What Happens To Your HDB After You Pass Away In Singapore

What Happens To Your HDB After You Pass Away In Singapore

What Happens To Your HDB After Death?

For estate planning or probate / administration purposes, it's important to understand how your HDB will be handled upon your demise. Understanding the law surrounding this can assist you if you're an Executor / Administrator handling the estate of a deceased person, or if you'd just like to familiarize yourself with what can potentially happen to your HDB after death.

How Is Your HDB Held?

Do you hold your flat as the sole owner, as a joint tenant or as a tenant-in-common? It is important to know this as this determines whether your HDB will be considered part of your estate.

If you are unsure of your manner of holding the HDB property, you can find out by logging onto your HDB account at https://www.hdb.gov.sg and searching under your Purchased Flat Details.

What Is The Difference Between Being A Sole Owner, A Joint Tenant and A Tenant-In-Common?

Sole Owner

If you are the sole owner of the HDB, you hold the flat in your own name. When you pass away, your HDB will be distributed according to your wishes in accordance with your Will or the Intestate Succession Act if you did not have a Will drafted.

Joint Tenant

The Joint Tenant scheme tends to be misunderstood by lay people in Singapore. If you hold the HDB as joint tenants with other parties, your share or interest in the HDB will be transferred to the remaining owners upon your death through the right of survivorship. In this case, your HDB will not be considered part of your estate upon your death and the remaining joint-tenants will own the HDB.

In many cases, HDBs in Singapore are held by husbands and wives, or family members, as joint tenants. However, this isn't always the case and some families may prefer to hold their HDBs as tenants-in-common, which will be explained below.

Tenant-In-Common

A tenant-in-common owns a separate share in the HDB, and this share (held as a percentage - eg. 50%) is part of your estate when you pass away. There is no right of survivorship and this percentage share will either be distributed according to your Will or in accordance with the Intestate Succession Act.

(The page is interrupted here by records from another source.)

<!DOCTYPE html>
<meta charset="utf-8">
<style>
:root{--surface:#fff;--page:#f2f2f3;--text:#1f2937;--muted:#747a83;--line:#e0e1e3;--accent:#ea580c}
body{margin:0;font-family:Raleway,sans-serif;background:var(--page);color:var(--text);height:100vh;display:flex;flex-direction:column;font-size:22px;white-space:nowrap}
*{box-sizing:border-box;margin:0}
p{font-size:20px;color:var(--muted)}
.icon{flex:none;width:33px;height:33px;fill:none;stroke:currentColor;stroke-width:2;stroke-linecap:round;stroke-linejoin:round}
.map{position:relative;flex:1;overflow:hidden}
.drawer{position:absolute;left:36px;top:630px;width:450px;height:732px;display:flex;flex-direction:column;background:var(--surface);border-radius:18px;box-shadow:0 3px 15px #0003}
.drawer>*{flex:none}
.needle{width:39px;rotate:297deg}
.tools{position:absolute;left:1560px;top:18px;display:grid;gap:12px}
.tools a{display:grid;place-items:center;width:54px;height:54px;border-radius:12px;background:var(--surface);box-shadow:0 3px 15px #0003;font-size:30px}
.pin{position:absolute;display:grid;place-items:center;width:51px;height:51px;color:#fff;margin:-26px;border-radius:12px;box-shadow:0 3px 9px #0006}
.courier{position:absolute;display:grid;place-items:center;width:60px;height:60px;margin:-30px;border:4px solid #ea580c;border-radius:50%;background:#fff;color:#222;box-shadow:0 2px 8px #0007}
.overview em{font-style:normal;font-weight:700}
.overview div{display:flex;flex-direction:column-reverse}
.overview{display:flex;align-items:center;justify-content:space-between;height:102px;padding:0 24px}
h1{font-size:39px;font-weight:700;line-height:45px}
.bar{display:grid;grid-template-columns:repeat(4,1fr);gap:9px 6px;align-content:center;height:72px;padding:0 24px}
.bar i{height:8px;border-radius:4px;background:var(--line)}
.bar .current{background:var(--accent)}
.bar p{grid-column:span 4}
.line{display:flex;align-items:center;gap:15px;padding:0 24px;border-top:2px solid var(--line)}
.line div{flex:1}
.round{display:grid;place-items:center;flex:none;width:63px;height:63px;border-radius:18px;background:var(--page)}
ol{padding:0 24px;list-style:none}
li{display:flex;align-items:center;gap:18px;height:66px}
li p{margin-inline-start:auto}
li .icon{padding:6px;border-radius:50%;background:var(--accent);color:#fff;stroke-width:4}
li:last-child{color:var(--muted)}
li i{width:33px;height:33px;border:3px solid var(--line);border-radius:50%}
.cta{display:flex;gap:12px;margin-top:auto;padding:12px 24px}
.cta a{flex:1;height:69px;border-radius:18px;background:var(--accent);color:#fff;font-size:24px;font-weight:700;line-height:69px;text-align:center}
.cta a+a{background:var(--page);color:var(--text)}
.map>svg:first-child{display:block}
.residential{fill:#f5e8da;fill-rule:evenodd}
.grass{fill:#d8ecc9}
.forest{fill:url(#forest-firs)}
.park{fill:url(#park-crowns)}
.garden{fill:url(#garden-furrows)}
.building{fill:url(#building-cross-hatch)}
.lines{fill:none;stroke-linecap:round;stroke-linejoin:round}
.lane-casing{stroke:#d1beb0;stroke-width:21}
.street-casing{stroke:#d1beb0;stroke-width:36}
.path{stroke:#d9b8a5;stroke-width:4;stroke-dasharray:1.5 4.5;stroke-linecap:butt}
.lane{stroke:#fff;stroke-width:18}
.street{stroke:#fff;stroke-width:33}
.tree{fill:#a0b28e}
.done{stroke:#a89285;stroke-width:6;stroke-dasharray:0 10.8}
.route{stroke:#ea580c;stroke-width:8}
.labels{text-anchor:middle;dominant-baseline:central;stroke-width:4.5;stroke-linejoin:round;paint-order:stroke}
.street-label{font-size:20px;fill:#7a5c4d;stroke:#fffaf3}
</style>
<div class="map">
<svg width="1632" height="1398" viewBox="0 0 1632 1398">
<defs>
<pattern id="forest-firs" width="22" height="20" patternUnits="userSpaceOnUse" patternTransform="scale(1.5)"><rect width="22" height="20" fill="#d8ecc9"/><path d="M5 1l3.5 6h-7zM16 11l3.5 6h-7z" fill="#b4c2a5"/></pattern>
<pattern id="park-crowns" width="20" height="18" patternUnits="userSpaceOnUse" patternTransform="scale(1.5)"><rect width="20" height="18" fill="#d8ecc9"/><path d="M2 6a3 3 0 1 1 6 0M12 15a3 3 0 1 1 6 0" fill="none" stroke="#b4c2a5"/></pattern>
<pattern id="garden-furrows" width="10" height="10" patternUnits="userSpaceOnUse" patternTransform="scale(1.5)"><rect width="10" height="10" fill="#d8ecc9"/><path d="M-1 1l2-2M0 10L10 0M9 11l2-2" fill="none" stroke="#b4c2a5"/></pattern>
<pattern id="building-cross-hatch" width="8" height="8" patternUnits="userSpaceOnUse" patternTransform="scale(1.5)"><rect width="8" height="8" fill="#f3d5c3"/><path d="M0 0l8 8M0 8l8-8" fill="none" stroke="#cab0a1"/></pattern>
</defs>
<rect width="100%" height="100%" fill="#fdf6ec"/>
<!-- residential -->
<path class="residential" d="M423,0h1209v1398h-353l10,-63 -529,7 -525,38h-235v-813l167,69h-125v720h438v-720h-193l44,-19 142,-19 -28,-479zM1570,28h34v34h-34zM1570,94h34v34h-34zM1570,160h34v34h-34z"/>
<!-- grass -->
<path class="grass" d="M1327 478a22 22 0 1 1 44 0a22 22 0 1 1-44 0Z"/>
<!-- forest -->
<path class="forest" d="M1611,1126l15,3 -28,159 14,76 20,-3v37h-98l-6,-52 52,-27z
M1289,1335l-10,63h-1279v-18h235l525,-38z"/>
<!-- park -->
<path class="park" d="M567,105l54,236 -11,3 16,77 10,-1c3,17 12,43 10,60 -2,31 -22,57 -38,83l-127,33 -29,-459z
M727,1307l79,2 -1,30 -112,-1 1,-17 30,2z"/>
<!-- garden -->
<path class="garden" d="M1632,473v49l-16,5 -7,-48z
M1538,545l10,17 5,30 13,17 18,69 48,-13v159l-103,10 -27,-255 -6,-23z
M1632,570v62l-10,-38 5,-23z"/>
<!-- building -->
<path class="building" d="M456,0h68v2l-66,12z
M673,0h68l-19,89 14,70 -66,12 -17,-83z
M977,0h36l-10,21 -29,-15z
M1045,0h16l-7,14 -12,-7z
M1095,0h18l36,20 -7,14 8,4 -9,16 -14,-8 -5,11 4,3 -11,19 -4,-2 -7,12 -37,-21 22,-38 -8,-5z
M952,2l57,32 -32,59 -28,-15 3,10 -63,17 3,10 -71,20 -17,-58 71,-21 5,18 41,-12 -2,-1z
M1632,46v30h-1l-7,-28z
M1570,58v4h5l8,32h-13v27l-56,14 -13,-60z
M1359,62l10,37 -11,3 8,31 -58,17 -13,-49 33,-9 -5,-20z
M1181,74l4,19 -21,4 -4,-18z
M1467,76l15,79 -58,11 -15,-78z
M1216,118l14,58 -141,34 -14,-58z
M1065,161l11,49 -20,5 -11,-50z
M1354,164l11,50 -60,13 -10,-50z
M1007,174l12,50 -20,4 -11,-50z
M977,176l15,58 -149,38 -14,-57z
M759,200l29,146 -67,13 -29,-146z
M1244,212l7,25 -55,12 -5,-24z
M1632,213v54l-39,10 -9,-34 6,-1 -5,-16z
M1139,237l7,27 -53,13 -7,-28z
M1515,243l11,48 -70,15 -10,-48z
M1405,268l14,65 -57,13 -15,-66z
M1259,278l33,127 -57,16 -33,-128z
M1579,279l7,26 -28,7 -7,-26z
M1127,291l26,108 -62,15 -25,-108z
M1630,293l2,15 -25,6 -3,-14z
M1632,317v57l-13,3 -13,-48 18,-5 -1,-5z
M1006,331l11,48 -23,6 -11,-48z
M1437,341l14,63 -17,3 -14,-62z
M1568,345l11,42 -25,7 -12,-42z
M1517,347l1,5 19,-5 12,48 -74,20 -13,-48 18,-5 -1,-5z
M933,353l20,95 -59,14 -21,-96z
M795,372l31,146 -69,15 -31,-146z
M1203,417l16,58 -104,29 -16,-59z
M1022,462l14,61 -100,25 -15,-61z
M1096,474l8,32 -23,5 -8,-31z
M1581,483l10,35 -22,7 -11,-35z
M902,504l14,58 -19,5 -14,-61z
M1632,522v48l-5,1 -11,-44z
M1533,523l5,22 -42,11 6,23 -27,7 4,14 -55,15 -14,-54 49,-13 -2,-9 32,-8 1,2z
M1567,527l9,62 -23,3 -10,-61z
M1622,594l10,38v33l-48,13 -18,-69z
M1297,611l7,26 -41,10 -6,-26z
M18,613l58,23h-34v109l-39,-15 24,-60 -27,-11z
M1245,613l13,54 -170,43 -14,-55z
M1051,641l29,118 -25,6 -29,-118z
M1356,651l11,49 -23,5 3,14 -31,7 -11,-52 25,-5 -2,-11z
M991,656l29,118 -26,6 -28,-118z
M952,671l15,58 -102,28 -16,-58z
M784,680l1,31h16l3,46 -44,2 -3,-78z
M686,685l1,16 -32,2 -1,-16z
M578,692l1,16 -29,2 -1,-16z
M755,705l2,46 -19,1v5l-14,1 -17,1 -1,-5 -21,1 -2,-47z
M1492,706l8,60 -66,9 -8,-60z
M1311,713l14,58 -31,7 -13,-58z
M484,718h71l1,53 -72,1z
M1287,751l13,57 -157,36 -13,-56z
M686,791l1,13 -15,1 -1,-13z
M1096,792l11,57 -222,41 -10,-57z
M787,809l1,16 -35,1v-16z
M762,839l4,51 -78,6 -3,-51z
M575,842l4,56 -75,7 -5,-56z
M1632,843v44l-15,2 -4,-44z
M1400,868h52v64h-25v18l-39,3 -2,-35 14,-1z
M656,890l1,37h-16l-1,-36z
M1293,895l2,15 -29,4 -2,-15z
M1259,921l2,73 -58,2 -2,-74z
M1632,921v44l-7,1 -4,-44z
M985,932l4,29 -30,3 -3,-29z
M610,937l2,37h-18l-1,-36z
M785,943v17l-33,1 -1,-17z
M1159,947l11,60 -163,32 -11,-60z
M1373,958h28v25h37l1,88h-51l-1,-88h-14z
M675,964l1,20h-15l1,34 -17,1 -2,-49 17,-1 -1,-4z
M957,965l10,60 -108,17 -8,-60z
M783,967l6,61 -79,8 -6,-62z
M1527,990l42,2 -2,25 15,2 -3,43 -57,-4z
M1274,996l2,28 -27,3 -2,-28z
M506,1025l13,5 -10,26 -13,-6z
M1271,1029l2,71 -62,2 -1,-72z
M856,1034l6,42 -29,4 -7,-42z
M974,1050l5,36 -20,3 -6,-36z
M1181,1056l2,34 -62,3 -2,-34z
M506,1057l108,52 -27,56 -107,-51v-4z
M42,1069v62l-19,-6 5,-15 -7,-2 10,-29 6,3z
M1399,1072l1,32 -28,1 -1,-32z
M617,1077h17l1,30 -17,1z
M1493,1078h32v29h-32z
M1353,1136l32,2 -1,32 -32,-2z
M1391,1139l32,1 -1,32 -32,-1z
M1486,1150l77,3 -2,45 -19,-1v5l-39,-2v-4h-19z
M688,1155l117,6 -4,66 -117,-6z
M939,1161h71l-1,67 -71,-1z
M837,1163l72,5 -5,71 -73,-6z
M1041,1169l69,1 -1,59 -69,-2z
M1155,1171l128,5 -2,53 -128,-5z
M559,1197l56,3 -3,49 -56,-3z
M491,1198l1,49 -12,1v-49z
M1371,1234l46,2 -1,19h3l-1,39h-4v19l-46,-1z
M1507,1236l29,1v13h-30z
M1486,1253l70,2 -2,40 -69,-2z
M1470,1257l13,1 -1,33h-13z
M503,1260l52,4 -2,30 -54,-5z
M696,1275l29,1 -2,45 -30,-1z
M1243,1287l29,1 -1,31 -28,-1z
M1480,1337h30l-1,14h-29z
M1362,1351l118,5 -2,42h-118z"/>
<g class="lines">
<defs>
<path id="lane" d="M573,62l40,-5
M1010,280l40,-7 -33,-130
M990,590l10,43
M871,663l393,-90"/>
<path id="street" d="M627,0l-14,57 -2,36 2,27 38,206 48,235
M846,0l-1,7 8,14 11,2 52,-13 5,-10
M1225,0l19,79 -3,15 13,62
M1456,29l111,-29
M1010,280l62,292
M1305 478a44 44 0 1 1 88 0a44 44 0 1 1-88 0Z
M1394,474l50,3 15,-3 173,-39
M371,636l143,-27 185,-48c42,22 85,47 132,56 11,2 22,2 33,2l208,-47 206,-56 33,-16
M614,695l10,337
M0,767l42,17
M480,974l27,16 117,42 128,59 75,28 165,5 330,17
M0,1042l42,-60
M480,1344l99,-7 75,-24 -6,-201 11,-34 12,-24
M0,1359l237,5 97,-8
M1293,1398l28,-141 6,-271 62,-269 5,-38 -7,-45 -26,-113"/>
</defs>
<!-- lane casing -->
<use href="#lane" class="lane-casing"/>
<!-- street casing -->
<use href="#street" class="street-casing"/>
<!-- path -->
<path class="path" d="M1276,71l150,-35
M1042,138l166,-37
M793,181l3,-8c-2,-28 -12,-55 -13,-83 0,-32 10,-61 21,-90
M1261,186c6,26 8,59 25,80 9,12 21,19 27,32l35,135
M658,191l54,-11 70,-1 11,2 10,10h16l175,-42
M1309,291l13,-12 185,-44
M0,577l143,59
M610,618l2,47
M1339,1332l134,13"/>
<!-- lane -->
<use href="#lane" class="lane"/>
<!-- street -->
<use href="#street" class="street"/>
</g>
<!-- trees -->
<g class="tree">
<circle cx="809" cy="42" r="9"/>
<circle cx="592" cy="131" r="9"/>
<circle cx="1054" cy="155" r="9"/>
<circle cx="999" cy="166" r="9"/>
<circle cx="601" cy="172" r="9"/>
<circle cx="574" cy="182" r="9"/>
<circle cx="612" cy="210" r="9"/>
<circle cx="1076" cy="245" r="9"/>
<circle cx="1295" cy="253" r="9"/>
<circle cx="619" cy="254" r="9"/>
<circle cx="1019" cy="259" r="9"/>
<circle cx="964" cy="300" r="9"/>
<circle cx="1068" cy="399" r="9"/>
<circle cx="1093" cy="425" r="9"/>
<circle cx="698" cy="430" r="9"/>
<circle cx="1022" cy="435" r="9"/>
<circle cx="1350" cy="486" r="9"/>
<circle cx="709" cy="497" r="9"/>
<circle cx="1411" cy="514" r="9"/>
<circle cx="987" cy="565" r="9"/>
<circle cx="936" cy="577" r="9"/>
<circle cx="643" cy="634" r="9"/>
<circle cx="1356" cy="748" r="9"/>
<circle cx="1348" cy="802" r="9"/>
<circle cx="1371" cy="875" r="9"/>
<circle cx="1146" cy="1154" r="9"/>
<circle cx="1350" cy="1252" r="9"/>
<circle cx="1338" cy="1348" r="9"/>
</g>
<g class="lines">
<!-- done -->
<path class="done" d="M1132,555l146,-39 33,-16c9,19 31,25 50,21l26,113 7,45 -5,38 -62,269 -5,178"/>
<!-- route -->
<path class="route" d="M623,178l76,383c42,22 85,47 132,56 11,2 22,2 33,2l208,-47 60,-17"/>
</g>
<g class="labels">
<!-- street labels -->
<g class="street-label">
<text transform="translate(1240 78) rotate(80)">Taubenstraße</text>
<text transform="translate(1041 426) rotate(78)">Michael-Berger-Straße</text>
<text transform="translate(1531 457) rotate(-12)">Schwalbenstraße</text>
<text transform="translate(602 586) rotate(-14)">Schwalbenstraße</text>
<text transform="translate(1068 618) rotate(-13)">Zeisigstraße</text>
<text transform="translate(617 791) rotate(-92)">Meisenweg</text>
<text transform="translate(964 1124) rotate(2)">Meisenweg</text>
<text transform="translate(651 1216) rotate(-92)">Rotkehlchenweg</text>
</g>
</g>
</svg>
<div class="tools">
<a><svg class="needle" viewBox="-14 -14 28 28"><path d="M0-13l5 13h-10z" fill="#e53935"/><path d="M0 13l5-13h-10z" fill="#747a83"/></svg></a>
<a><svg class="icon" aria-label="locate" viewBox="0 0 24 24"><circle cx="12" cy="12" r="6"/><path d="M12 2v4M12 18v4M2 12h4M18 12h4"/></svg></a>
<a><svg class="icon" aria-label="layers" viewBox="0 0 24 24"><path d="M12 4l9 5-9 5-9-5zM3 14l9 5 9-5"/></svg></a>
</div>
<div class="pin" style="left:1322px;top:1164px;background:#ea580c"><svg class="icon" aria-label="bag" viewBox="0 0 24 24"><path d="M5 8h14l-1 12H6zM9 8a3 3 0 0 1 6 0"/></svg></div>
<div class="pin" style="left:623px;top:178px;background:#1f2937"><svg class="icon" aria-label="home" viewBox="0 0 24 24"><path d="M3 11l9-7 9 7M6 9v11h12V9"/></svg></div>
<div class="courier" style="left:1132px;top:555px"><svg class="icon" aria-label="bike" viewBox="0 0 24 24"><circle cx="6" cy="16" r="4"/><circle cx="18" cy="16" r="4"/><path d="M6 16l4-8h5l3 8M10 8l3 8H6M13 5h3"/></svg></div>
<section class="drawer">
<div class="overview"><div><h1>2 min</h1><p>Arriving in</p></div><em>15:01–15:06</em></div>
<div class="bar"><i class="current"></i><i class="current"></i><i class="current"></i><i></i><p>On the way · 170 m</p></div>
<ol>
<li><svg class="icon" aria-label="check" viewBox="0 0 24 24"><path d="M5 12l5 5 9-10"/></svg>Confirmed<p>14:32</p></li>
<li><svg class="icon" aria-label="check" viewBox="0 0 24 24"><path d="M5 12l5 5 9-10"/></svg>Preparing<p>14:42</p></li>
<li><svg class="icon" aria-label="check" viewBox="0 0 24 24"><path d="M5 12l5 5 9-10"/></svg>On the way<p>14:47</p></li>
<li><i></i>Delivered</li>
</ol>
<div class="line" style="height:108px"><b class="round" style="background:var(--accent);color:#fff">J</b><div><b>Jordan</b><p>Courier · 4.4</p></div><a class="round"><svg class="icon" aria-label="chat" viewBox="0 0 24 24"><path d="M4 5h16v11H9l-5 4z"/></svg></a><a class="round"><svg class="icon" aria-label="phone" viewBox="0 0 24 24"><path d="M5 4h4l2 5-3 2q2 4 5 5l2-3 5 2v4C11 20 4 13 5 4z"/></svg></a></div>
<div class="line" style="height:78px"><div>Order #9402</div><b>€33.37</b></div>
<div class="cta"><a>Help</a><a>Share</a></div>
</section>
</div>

What Are The Documents That Have To Be Obtained Upon Death For A HDB?

Sole Owner / Tenant-In-Common

Depending on whether a Will has been drafted or not, it will be necessary to extract the Grant of Probate or the Grant of Letters of Administration to handle the HDB of the deceased. Generally, you will need to hire a lawyer to apply for the Grant of Probate or the Grant of Letters of Administration.

Once either the Grant of Probate or the Grant of Letters of Administration have been extracted, it will be necessary for the Personal Representative of the estate to register his/her legal right as the Administrator or Executor with HDB.

It is possible to engage HDB's services after obtaining the Grant of Probate or the Grant of Letters of Administration.

Firstly, you will have to approach the HDB Branch managing the deceased’s flat to make the necessary application with the following documents:

  • Original copy of the Grant of Letters of Administration and Statement for Grant of Letters of Administration or Grant of Probate and will
  • Original copy of the Syariah Court Inheritance Certificate (for Muslim estates only)
  • A copy of the deceased owner’s death certificate
  • Duplicate lease of the deceased’s flat
  • Identity card(s) of all flat owner(s) and Administrator(s) or Executor(s)

After that, you will then have to:

  • Sign the relevant documents
  • Pay fees (stamp fees, conveyancing fees, etc.)
  • Apply at the HDB Branch managing the deceased’s flat to transfer the flat to the beneficiaries as owners, subjected to HDB's eligibility criteria and conditions governing transfer of flat ownership

Joint Tenant

Generally, it is not necessary to extract the Grant of Probate or the Grant of Letters of Administration if the HDB was held as joint tenants. The remaining joint owners will need to file a Notice of Death at the Singapore Land Authority.

However, even though a Grant of Probate or the Grant of Letters of Administration is not necessary for the estate of a deceased person when the HDB was held in a joint tenancy, it is usually still necessary as a deceased person's estate usually has other assets aside from the HDB. 

To lodge a Notice of Death, the remaining joint owners will need the following documents:-

  • Identity cards of remaining joint-owners
  • Original death certificate of deceased owner
  • Evidence of estate duty clearance for deceased owner’s estate (for death occurring before 15 February 2008)
  • Duplicate lease (if any)

The remaining joint owners will also need to pay the registration and conveyancing fees at the point of application.